The support act for the evening was Demi Marriner. She played a stirring set mixing Americana style tunes with her own twist. Standing on stage solo with a guitar, no safety net of being with a group she was outstanding and sure to be more recognised after this performance. Mostly know her with her collaborations with Elles Bailey, whom she has supported before as well as being in her band.

This was her turn to shine and yes from the start to finish mixed humour between the songs and introductions, but her vocals and song delivery were impeccable. Also, a very accomplished guitarist. Adorned with Cowgirl hat she really has great charisma and stage presence, and was appreciated by the audience, a great performer.

She opened with Sins, a bluesy tinged number, showing a good vocal range. Lyrically excellent her next tune, Distorted Desires takes on new meaning about loving who you want to love regardless, a very haunting ethereal song very atmospheric. A very confident singer, on One Way Conversation she excelled with poignant guitar tones and storytelling, new song, Best Of Me was upbeat with anthemic chorus, enjoyed by the audience, co-written with Elles Bailey but unrecorded, very brave but a very good song. Another highlight was Think Of Me.
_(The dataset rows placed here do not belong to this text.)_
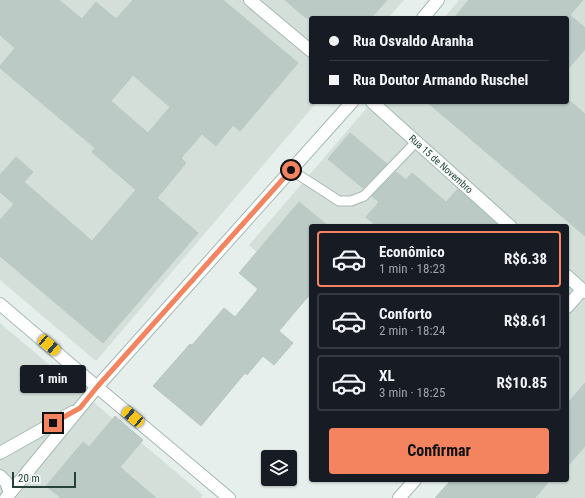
<!DOCTYPE html>
<html lang="pt">
<meta charset="utf-8">
<style>
:root{--surface:#171b24;--page:#242831;--text:#f1f3f6;--muted:#9ea1a6;--line:#363941;--accent:#f4845f}
body{margin:0;font-family:"Roboto Condensed",sans-serif;background:var(--page);color:var(--text);height:100vh;display:flex;flex-direction:column;font-size:15px;white-space:nowrap}
*{box-sizing:border-box;margin:0}
p{font-size:13px;color:var(--muted)}
.icon{flex:none;width:22px;height:22px;fill:none;stroke:currentColor;stroke-width:2;stroke-linecap:round;stroke-linejoin:round}
.map{position:relative;flex:1;overflow:hidden}
.drawer{position:absolute;left:309px;top:224px;width:260px;height:258px;display:flex;flex-direction:column;background:var(--surface);border-radius:4px;box-shadow:0 1px 3px #0004}
.drawer>*{flex:none}
.top-card{position:absolute;left:309px;top:16px;width:260px;height:88px;border-radius:4px;box-shadow:0 1px 3px #0004;display:grid;align-content:center;height:88px;padding:0 20px;background:var(--surface)}
.controls{position:absolute;left:261px;top:450px;display:grid;gap:8px}
.controls a{display:grid;place-items:center;width:36px;height:36px;border-radius:4px;background:var(--surface);box-shadow:0 1px 3px #0004;font-size:20px}
.scale{position:absolute;left:12px;bottom:10px;width:64px;box-sizing:border-box;padding-left:4px;border:2px solid #24423a;border-top:0;font-size:11px;line-height:14px;white-space:nowrap;color:#24423a;-webkit-text-stroke:3px #f7fbf9;paint-order:stroke}
.end{position:absolute;width:18px;height:18px;margin:-9px;border:5px solid #f4845f;background:#111;box-shadow:0 0 0 2px #111}
.from{border-radius:50%}
.bubble{position:absolute;height:28px;border-radius:4px;background:var(--surface);box-shadow:0 1px 3px #0004;font-size:13px;font-weight:700;line-height:28px;text-align:center}
.car{position:absolute;width:12px;height:24px;margin:-12px -6px;border-radius:5px;box-shadow:0 0 3px 1px #0007;background:linear-gradient(#f5c518 24%,#345 0 40%,#f5c518 0 76%,#345 0 86%,#f5c518 0)}
.top-card b{display:flex;align-items:center;gap:14px;height:38px;font-size:15px}
.top-card b+b{border-top:1px solid var(--line)}
.top-card i{width:10px;height:10px;background:var(--text)}
ul{padding:7px 0 0;list-style:none}
li{display:flex;align-items:center;gap:12px;height:56px;margin:0 8px 6px;padding:0 12px;border:2px solid var(--line);border-radius:4px}
li div{flex:1}
li b{display:block;font-size:15px}
li em{font-style:normal;font-weight:700}
li.active{border-color:var(--accent)}
li>.icon{width:36px;height:36px;stroke-width:1.5}
.button{display:flex;gap:8px;margin-top:auto;padding:8px 20px}
.button a{flex:1;height:46px;border-radius:4px;background:var(--accent);color:#111;font-size:16px;font-weight:700;line-height:46px;text-align:center}
.map>svg:first-child{display:block}
</style>
<div class="map">
<svg width="585" height="498" viewBox="0 0 585 498">
<rect width="100%" height="100%" fill="#e6efeb"/>
<g fill="#d4dfda">
<polygon points="0,0 404,0 388,18 311,18 311,102 317,102 96,361 0,280"/>
<polygon points="459,0 585,0 585,498 538,498 517,480 567,480 567,226 311,226 311,300 249,245 372,102 567,102 567,18 444,18"/>
<polygon points="0,323 203,495 201,498 0,498"/>
</g>
<g fill="#bbcac4" stroke="#b8c9c2" fill-rule="evenodd">
<path d="M 0,0 L 59,0 L 82,19 L 96,2 L 116,19 L 133,0 L 223,0 L 298,63 L 240,131 L 233,125 L 216,146 L 202,134 L 181,158 L 186,163 L 157,198 L 198,233 L 103,343 L 0,256 L 0,220 L 14,204 L 0,192 L 0,175 L 16,157 L 33,172 L 24,182 L 92,241 L 136,190 L 92,152 L 95,148 L 0,68 L 0,66 L 15,48 L 0,35 ZM 133,75 L 170,107 L 148,133 L 111,101 Z"/>
<polygon points="285,0 387,0 371,18 306,18"/>
<polygon points="469,0 583,0 570,15 585,28 585,49 567,70 567,18 454,18"/>
<polygon points="427,102 571,102 585,114 585,236"/>
<polygon points="350,133 387,164 363,188 328,159"/>
<polygon points="396,172 406,180 412,173 446,202 458,189 499,226 377,226 366,217 379,202 372,196"/>
<polygon points="299,202 328,226 311,226 311,293 279,331 293,343 274,365 263,356 247,375 245,373 201,426 153,386 190,344 192,345 224,308 235,317 258,289 239,273"/>
<polygon points="585,383 585,446 567,467 567,404"/>
<polygon points="115,416 143,440 120,467 156,498 61,498 46,486 83,442 89,447"/>
<polygon points="451,480 550,480 535,498 435,498"/>
</g>
<g fill="none" stroke-linecap="round" stroke-linejoin="round">
<g stroke="#a8b8b2" stroke-width="11">
<polyline id="service" points="291,170 339,201 351,201 364,196 416,142"/>
</g>
<g stroke="#a8b8b2" stroke-width="14">
<g id="minor">
<polyline points="567,307 582,290"/>
<polyline points="97,387 229,498"/>
<polyline points="399,498 415,480"/>
</g>
</g>
<g stroke="#a8b8b2" stroke-width="14">
<g id="tertiary">
<polyline points="250,0 311,51"/>
<polyline points="0,304 97,387"/>
</g>
</g>
<g stroke="#a4bbb3" stroke-width="14">
<g id="secondary">
<polyline points="423,18 438,0"/>
<polyline points="372,102 510,226"/>
<polyline points="567,276 585,292"/>
<polyline points="0,453 73,412"/>
<polyline points="0,476 6,482 10,493"/>
<polyline points="6,498 97,387 352,102"/>
</g>
</g>
<use href="#service" stroke="#fff" stroke-width="9"/>
<use href="#minor" stroke="#fff" stroke-width="12"/>
<use href="#tertiary" stroke="#fff" stroke-width="12"/>
<use href="#secondary" stroke="#fff" stroke-width="12"/>
</g>
<g fill="none" stroke-linecap="round" stroke-linejoin="round">
<polyline stroke="#f4845f" stroke-width="5" points="53,423 80,408 97,387 291,170"/>
</g>
<g text-anchor="middle" dominant-baseline="central" stroke-width="3" stroke-linejoin="round" paint-order="stroke">
<g font-size="10" fill="#24423a" stroke="#f7fbf9">
<text transform="translate(441 164) rotate(42)">Rua 15 de Novembro</text>
</g>
</g>
</svg>
<div class="controls">
<a><svg class="icon" aria-label="layers" viewBox="0 0 24 24"><path d="M12 4l9 5-9 5-9-5zM3 14l9 5 9-5"/></svg></a>
</div>
<div class="scale">20 m</div>
<i class="end from" style="left:291px;top:170px"></i>
<i class="end" style="left:53px;top:423px"></i>
<div class="bubble" style="left:20px;top:365px;width:66px">1 min</div>
<i class="car" style="left:49px;top:345px;rotate:130deg"></i>
<i class="car" style="left:133px;top:417px;rotate:310deg"></i>
<div class="top-card">
<b><i class="from"></i>Rua Osvaldo Aranha</b>
<b><i></i>Rua Doutor Armando Ruschel</b>
</div>
<section class="drawer">
<ul>
<li class="active"><svg class="icon" aria-label="car" viewBox="0 0 24 24"><path d="M5 17H2v-5l4-1 3-4h7l3 4 3 1v5h-3M9 17h6M6 11h13"/><circle cx="7" cy="17" r="2"/><circle cx="17" cy="17" r="2"/></svg><div><b>Econômico</b><p>1 min · 18:23</p></div><em>R$6.38</em></li>
<li><svg class="icon" aria-label="car" viewBox="0 0 24 24"><path d="M5 17H2v-5l4-1 3-4h7l3 4 3 1v5h-3M9 17h6M6 11h13"/><circle cx="7" cy="17" r="2"/><circle cx="17" cy="17" r="2"/></svg><div><b>Conforto</b><p>2 min · 18:24</p></div><em>R$8.61</em></li>
<li><svg class="icon" aria-label="car" viewBox="0 0 24 24"><path d="M5 17H2v-5l4-1 3-4h7l3 4 3 1v5h-3M9 17h6M6 11h13"/><circle cx="7" cy="17" r="2"/><circle cx="17" cy="17" r="2"/></svg><div><b>XL</b><p>3 min · 18:25</p></div><em>R$10.85</em></li>
</ul>
<div class="button"><a>Confirmar</a></div>
</section>
</div>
The introduction to God No Evil told the story about someone so bad they could not get into heaven or hell and had to live for thousands of years, a soulful tune with an excellent guitar solo. Good Guy Act had a country style vibe with testifying lyrics, and another well delivered vocal. She finished with Little Boy a sweet mid-range tune, highlighting her vocal tonality, great chorus, very good songwriter. A confident performer, she has style and swagger, a perfect opening act, one to watch out for, superb.